# PROMPT
Write out the stretch of lines below that begins at the line with "M 611,1731 L 666,1733 L 664,1798 L 609,1795 Z" and ends at the line with "M 0,568 L 273,651 L 627,773 L 674,775", including both, exactly as given and nothing more.

(Records from a data collection)
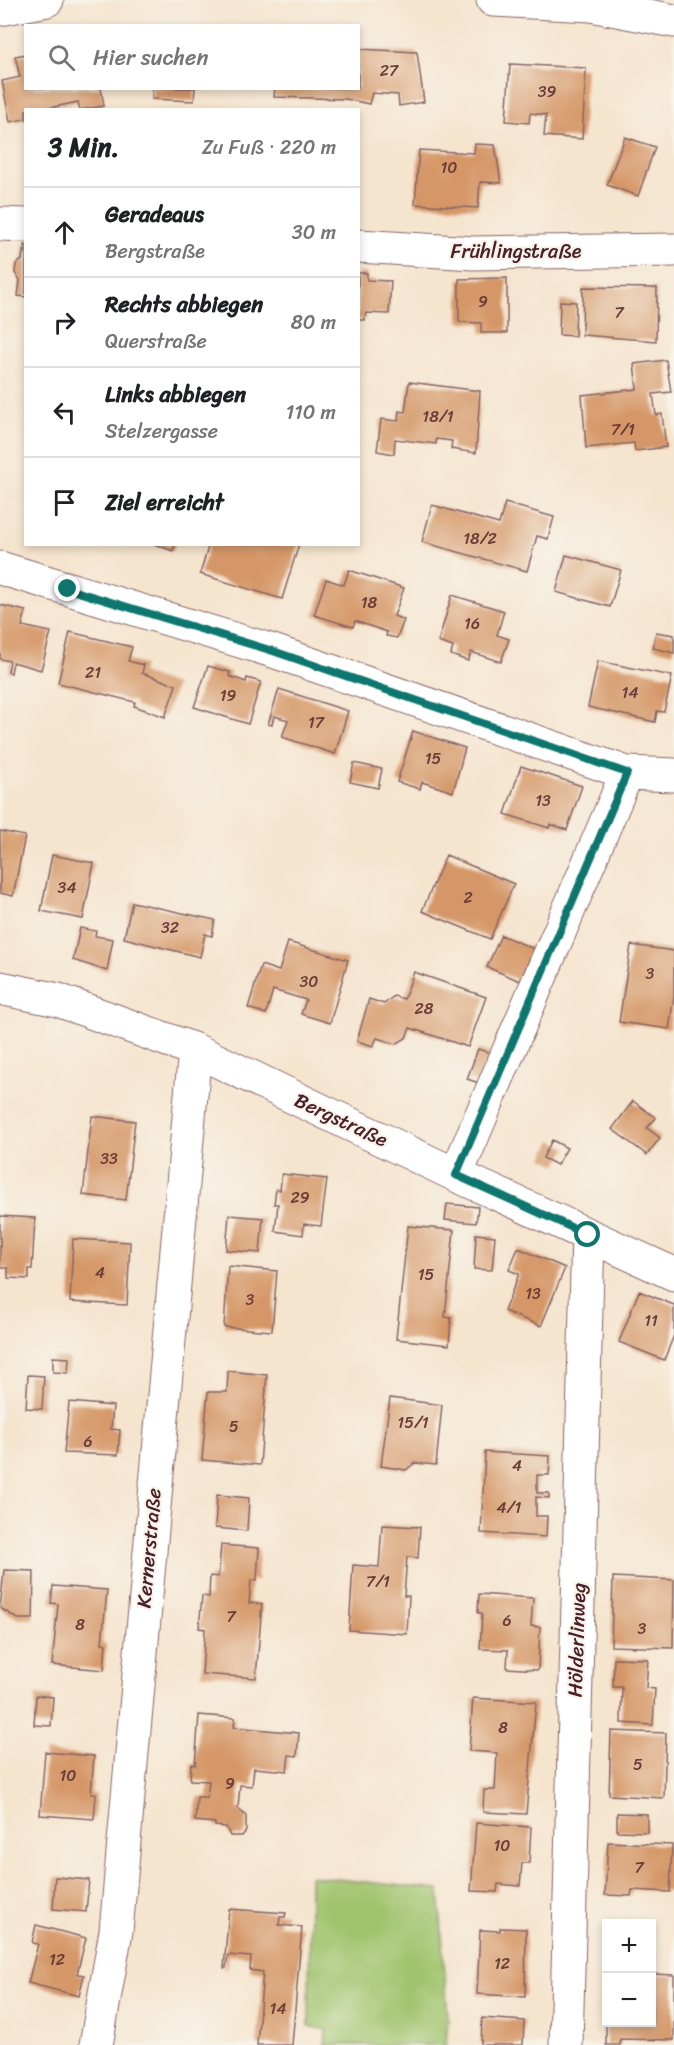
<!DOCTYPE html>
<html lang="de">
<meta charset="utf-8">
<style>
body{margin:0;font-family:Sriracha,sans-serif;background:#f2f2f2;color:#202124}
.controls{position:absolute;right:18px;bottom:18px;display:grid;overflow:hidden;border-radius:0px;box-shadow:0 3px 9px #0003}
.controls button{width:54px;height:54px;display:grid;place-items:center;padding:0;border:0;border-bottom:2px solid #e0e0e0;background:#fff;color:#202124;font:30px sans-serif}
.stop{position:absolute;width:18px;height:18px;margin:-14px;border:4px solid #0f766e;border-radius:50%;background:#fff}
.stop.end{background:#0f766e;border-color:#fff;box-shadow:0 2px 6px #0008}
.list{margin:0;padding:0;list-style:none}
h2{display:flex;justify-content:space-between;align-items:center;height:78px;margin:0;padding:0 24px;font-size:26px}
h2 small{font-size:20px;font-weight:400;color:#757577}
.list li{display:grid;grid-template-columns:39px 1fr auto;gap:18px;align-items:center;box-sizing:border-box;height:90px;padding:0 24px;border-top:2px solid #e0e0e0}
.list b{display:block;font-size:22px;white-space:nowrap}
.list p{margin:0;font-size:20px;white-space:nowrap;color:#757577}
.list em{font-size:20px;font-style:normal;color:#757577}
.icon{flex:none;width:33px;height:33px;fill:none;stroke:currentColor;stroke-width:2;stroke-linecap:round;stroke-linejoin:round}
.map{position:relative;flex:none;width:674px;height:2045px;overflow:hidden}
.search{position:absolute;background:#fff;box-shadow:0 3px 9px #0003;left:24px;top:24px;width:336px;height:66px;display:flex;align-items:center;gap:15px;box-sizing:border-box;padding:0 21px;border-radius:0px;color:#757577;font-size:22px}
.panel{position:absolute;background:#fff;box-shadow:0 3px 9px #0003;left:24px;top:108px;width:336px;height:438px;border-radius:0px}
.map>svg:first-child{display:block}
</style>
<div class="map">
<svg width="674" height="2045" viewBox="0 0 674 2045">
<rect width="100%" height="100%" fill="#f7f3e8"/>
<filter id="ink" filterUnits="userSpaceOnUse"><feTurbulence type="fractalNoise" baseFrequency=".0167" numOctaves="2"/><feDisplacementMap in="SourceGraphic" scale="12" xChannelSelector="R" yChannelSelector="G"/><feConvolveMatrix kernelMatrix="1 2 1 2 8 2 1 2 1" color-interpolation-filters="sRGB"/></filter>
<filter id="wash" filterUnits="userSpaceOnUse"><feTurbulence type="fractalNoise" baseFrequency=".008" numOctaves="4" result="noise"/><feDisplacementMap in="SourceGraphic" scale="24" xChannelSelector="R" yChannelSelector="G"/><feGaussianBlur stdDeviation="1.35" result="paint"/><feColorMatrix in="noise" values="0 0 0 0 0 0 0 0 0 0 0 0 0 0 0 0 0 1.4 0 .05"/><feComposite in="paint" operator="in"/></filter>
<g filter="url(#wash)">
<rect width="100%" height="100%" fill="#f5e4ce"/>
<path fill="#a0c46e" stroke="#75724c" stroke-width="1.5" d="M 310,1876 L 439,1890 L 448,2018 L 446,2045 L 325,2045 L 326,2030 L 309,2026 Z"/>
<g id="blocks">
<path fill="#d59767" d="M 358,49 L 417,52 L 424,102 L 399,106 L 398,95 L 372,93 L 369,104 L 346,99 L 274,97 L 275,88 L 358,88 Z
M 26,54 L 26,88 L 101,88 L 104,106 L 80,110 L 78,102 L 40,110 L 26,110 L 26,119 L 10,122 L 2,81 L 20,77 L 15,56 Z
M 510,64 L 586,68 L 582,139 L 544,136 L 546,115 L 530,113 L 529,123 L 506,121 Z
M 152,88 L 195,88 L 194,101 L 152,99 Z
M 625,137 L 655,147 L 638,196 L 607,185 Z
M 475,144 L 495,145 L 501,183 L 480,182 L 478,208 L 415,204 L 419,150 L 474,153 Z
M 24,245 L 26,245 L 26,297 L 18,296 L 20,280 L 15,273 L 16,264 L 22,260 Z
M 358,273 L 367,273 L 367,280 L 391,281 L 389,314 L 366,313 L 365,320 L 358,320 Z
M 507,278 L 507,333 L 481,333 L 481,323 L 459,322 L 459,279 Z
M 583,287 L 657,288 L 656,341 L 582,335 Z
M 560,301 L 576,302 L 575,336 L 559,335 Z
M 666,360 L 671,392 L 653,394 L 656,415 L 662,414 L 666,447 L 635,451 L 634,443 L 586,448 L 582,395 L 637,389 L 634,364 Z
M 409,382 L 480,391 L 476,453 L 451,449 L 452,441 L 436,439 L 436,444 L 395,439 L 394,454 L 377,451 L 381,419 L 398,421 L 399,411 L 405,412 Z
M 505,503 L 554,517 L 548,539 L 537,536 L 527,571 L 422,542 L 432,505 L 499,524 Z
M 154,544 L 175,544 L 173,551 Z
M 209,544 L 299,544 L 282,599 L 200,574 Z
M 566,555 L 621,570 L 610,607 L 556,592 Z
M 349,570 L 404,588 L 394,616 L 404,620 L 397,638 L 386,636 L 387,632 L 355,621 L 353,627 L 314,615 L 326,579 L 344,585 Z
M 452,595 L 504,611 L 497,635 L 509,639 L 501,662 L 471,652 L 468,661 L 451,655 L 453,647 L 438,642 Z
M 0,605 L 26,611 L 22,626 L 51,632 L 41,670 L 13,662 L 11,673 L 8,672 L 10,661 L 0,659 Z
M 70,632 L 132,647 L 128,661 L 144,665 L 142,673 L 176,685 L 165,717 L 134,706 L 135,702 L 58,683 Z
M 656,632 L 674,635 L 674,653 L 653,648 Z
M 598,661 L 672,676 L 664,712 L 657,711 L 655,722 L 588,707 Z
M 208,666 L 230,672 L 229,676 L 246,682 L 247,678 L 261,682 L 248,724 L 194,707 Z
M 279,689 L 348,711 L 335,754 L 282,737 L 288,720 L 274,716 L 272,725 L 268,724 Z
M 413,731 L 465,748 L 453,792 L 422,782 L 420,789 L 397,782 Z
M 354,763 L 382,769 L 378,788 L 350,782 Z
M 521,766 L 582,786 L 567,830 L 550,824 L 549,828 L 505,814 Z
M 0,831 L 25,836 L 13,896 L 0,893 Z
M 52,855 L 94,863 L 83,919 L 41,911 Z
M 446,855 L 514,884 L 490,939 L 422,911 Z
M 132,902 L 215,920 L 212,936 L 205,934 L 200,957 L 124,938 Z
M 80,928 L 96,931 L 95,936 L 113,939 L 107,971 L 73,960 Z
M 501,935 L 534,949 L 520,981 L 487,967 Z
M 288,942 L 348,960 L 330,1023 L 301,1014 L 306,1000 L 273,990 L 266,1014 L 248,1008 L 261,965 L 279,971 Z
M 631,945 L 674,951 L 674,996 L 669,1029 L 619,1022 Z
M 414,972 L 486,997 L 468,1047 L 410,1028 L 406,1038 L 396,1044 L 377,1038 L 373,1046 L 357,1041 L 369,999 L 384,1004 L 394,996 L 404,999 Z
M 478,1049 L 493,1054 L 482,1084 L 467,1079 Z
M 633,1101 L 656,1118 L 647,1128 L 660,1138 L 647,1155 L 612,1129 Z
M 92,1116 L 135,1121 L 126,1200 L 83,1195 Z
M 552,1140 L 567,1148 L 557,1165 L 543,1158 Z
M 282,1174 L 327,1179 L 321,1226 L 304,1224 L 303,1235 L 275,1231 L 278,1204 L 274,1204 L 276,1189 L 280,1190 Z
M 447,1204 L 478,1207 L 476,1223 L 445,1220 Z
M 229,1215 L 263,1218 L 260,1253 L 226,1250 Z
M 0,1216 L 35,1218 L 32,1269 L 29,1269 L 29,1279 L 8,1278 L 8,1268 L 0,1268 Z
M 408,1226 L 454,1230 L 445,1317 L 451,1318 L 449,1345 L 396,1339 Z
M 476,1234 L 495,1236 L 492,1270 L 474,1269 Z
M 73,1239 L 130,1242 L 127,1305 L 70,1302 Z
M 518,1248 L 565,1268 L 541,1326 L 504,1311 L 519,1274 L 509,1270 Z
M 228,1266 L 277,1271 L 272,1331 L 224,1327 Z
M 639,1291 L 674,1305 L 674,1335 L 664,1360 L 619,1342 Z
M 53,1357 L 69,1358 L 68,1373 L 53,1372 Z
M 228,1371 L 267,1375 L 260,1465 L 202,1460 L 208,1392 L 227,1392 Z
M 28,1375 L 44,1376 L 42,1409 L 26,1408 Z
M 390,1398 L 442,1405 L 436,1465 L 415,1463 L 406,1470 L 381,1466 Z
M 69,1402 L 113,1406 L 111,1429 L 120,1430 L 118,1455 L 64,1453 Z
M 485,1452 L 550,1456 L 549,1475 L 537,1475 L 537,1493 L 549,1493 L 549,1498 L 536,1497 L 536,1516 L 547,1516 L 546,1537 L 481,1533 Z
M 217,1495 L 249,1498 L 247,1531 L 215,1528 Z
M 382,1525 L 420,1527 L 418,1558 L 407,1557 L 404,1596 L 409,1596 L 407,1634 L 349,1630 L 353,1565 L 379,1567 Z
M 221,1545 L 259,1548 L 257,1580 L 251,1580 L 249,1603 L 262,1604 L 256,1678 L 202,1674 L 205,1629 L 199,1628 L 202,1596 L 209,1597 L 210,1576 L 218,1577 Z
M 4,1570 L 34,1571 L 33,1619 L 18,1619 L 0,1608 Z
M 613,1577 L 674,1580 L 673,1648 L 611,1646 Z
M 53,1586 L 107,1590 L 102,1643 L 106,1644 L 104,1670 L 52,1665 L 58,1604 L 51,1603 Z
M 479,1594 L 533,1598 L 531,1626 L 540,1627 L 538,1670 L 507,1668 L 508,1650 L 480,1649 L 482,1613 L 478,1613 Z
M 614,1658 L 648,1659 L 646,1688 L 655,1689 L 653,1725 L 621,1723 L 622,1687 L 613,1687 Z
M 36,1695 L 53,1697 L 51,1726 L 34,1725 Z
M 473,1698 L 536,1702 L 526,1814 L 483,1812 L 484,1790 L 495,1790 L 497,1753 L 469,1751 Z
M 199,1715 L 235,1718 L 234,1727 L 299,1733 L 297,1756 L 289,1755 L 287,1771 L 254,1768 L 252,1786 L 240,1785 L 238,1808 L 246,1816 L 246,1831 L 242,1836 L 230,1836 L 226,1827 L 215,1826 L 215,1823 L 195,1821 L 197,1797 L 207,1797 L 209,1781 L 190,1780 L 191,1764 L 195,1765 Z
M 611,1731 L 666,1733 L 664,1798 L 609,1795 Z
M 45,1752 L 94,1756 L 91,1794 L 96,1794 L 94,1819 L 40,1815 Z
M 617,1813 L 647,1814 L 647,1832 L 617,1831 Z
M 476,1823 L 531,1827 L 529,1863 L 522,1863 L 520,1886 L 498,1884 L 497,1892 L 471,1891 Z
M 608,1842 L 672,1845 L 670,1892 L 632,1890 L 631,1896 L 605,1895 Z
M 55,1877 L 89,1880 L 86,1912 L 53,1909 Z
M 229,1909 L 286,1913 L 285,1917 L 280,1917 L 279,1925 L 302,1927 L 292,2045 L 257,2045 L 263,1972 L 250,1970 L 251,1957 L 228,1955 L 226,1968 L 224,1968 Z
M 36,1925 L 86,1938 L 77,1974 L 84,1975 L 79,1996 L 28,1983 L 38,1944 L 32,1943 Z
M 500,1928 L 526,1929 L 525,1997 L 477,1994 L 480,1930 L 500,1931 Z
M 652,1974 L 674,1975 L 674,2040 L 620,2039 L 620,2045 L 606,2045 L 606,2022 L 652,2022 Z
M 482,2018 L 524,2021 L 523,2045 L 481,2045 Z"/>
</g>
</g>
<g filter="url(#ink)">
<use href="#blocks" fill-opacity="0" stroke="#866464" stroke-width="1.5"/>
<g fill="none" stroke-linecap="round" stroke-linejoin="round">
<g stroke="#866464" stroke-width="35">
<path id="street" d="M 0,224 L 26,225
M 358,246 L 474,253 L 674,250
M 0,568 L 273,651 L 627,773 L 674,775
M 0,988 L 58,1000 L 195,1050 L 456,1175 L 674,1274
M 456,1175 L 627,773
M 96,2045 L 116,1931 L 195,1050
M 566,2045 L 588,1235"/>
</g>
<g stroke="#866464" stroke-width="35">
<path id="secondary" d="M 493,0 L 591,5 L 674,21
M 0,9 L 47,0"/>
</g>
<use href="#street" stroke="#fff" stroke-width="33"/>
<use href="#secondary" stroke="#fff" stroke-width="33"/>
</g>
</g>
<g fill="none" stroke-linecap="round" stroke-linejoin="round" filter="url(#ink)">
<path stroke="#0f766e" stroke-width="8" d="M 68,589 L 273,651 L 627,773 L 456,1175 L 588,1235"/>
</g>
<g text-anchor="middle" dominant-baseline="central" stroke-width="4.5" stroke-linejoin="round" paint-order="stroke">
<g font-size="16" fill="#6d3d3a">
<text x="389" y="70">27</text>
<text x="547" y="91">39</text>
<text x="449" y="167">10</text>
<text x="483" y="301">9</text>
<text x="619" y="312">7</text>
<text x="438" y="416">18/1</text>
<text x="623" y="429">7/1</text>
<text x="480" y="538">18/2</text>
<text x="369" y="602">18</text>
<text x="472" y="623">16</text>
<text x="93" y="672">21</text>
<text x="630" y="692">14</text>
<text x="228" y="695">19</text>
<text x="316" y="722">17</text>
<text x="433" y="758">15</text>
<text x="543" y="800">13</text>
<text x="67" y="887">34</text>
<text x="468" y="897">2</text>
<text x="170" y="927">32</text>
<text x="650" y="973">3</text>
<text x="309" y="981">30</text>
<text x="424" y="1008">28</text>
<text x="109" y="1158">33</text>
<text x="300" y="1197">29</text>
<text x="100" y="1272">4</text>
<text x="426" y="1274">15</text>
<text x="533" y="1293">13</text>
<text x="250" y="1299">3</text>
<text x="651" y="1320">11</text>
<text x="413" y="1422">15/1</text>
<text x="234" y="1426">5</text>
<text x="88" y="1441">6</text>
<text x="517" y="1465">4</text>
<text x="509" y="1507">4/1</text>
<text x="378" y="1581">7/1</text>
<text x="231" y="1616">7</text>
<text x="507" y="1620">6</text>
<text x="80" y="1624">8</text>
<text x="642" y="1628">3</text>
<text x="503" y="1727">8</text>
<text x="638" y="1764">5</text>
<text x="68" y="1775">10</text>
<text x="230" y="1783">9</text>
<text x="502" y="1845">10</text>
<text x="639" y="1867">7</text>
<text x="57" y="1959">12</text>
<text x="502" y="1963">12</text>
<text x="278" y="2008">14</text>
</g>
<g font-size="20" fill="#4a1f2b" stroke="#f7f3e8">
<text x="516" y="251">Frühlingstraße</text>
<text transform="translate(341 1120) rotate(25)">Bergstraße</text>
<text transform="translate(149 1548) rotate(-85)">Kernerstraße</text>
<text transform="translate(577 1640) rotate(-88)">Hölderlinweg</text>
</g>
</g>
</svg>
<div class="controls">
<button>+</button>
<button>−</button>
</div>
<div class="stop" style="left:588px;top:1235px"></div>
<div class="stop end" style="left:68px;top:589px"></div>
<div class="search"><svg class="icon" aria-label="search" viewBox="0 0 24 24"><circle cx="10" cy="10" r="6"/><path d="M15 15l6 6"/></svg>Hier suchen</div>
<section class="panel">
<h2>3 Min.<small>Zu Fuß · 220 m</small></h2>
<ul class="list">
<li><svg class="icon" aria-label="ahead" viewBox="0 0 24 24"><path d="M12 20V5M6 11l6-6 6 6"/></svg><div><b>Geradeaus</b><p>Bergstraße</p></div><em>30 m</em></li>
<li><svg class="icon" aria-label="right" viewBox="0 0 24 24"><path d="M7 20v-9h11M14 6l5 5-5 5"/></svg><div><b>Rechts abbiegen</b><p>Querstraße</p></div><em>80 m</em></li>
<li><svg class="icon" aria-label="left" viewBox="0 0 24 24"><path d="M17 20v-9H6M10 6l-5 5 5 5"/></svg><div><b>Links abbiegen</b><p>Stelzergasse</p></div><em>110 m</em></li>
<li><svg class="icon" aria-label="arrive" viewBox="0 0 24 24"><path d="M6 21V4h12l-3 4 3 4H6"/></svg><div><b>Ziel erreicht</b></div></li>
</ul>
</section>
</div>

# SOLUTION TO THIS EXERCISE
M 611,1731 L 666,1733 L 664,1798 L 609,1795 Z
M 45,1752 L 94,1756 L 91,1794 L 96,1794 L 94,1819 L 40,1815 Z
M 617,1813 L 647,1814 L 647,1832 L 617,1831 Z
M 476,1823 L 531,1827 L 529,1863 L 522,1863 L 520,1886 L 498,1884 L 497,1892 L 471,1891 Z
M 608,1842 L 672,1845 L 670,1892 L 632,1890 L 631,1896 L 605,1895 Z
M 55,1877 L 89,1880 L 86,1912 L 53,1909 Z
M 229,1909 L 286,1913 L 285,1917 L 280,1917 L 279,1925 L 302,1927 L 292,2045 L 257,2045 L 263,1972 L 250,1970 L 251,1957 L 228,1955 L 226,1968 L 224,1968 Z
M 36,1925 L 86,1938 L 77,1974 L 84,1975 L 79,1996 L 28,1983 L 38,1944 L 32,1943 Z
M 500,1928 L 526,1929 L 525,1997 L 477,1994 L 480,1930 L 500,1931 Z
M 652,1974 L 674,1975 L 674,2040 L 620,2039 L 620,2045 L 606,2045 L 606,2022 L 652,2022 Z
M 482,2018 L 524,2021 L 523,2045 L 481,2045 Z"/>
</g>
</g>
<g filter="url(#ink)">
<use href="#blocks" fill-opacity="0" stroke="#866464" stroke-width="1.5"/>
<g fill="none" stroke-linecap="round" stroke-linejoin="round">
<g stroke="#866464" stroke-width="35">
<path id="street" d="M 0,224 L 26,225
M 358,246 L 474,253 L 674,250
M 0,568 L 273,651 L 627,773 L 674,775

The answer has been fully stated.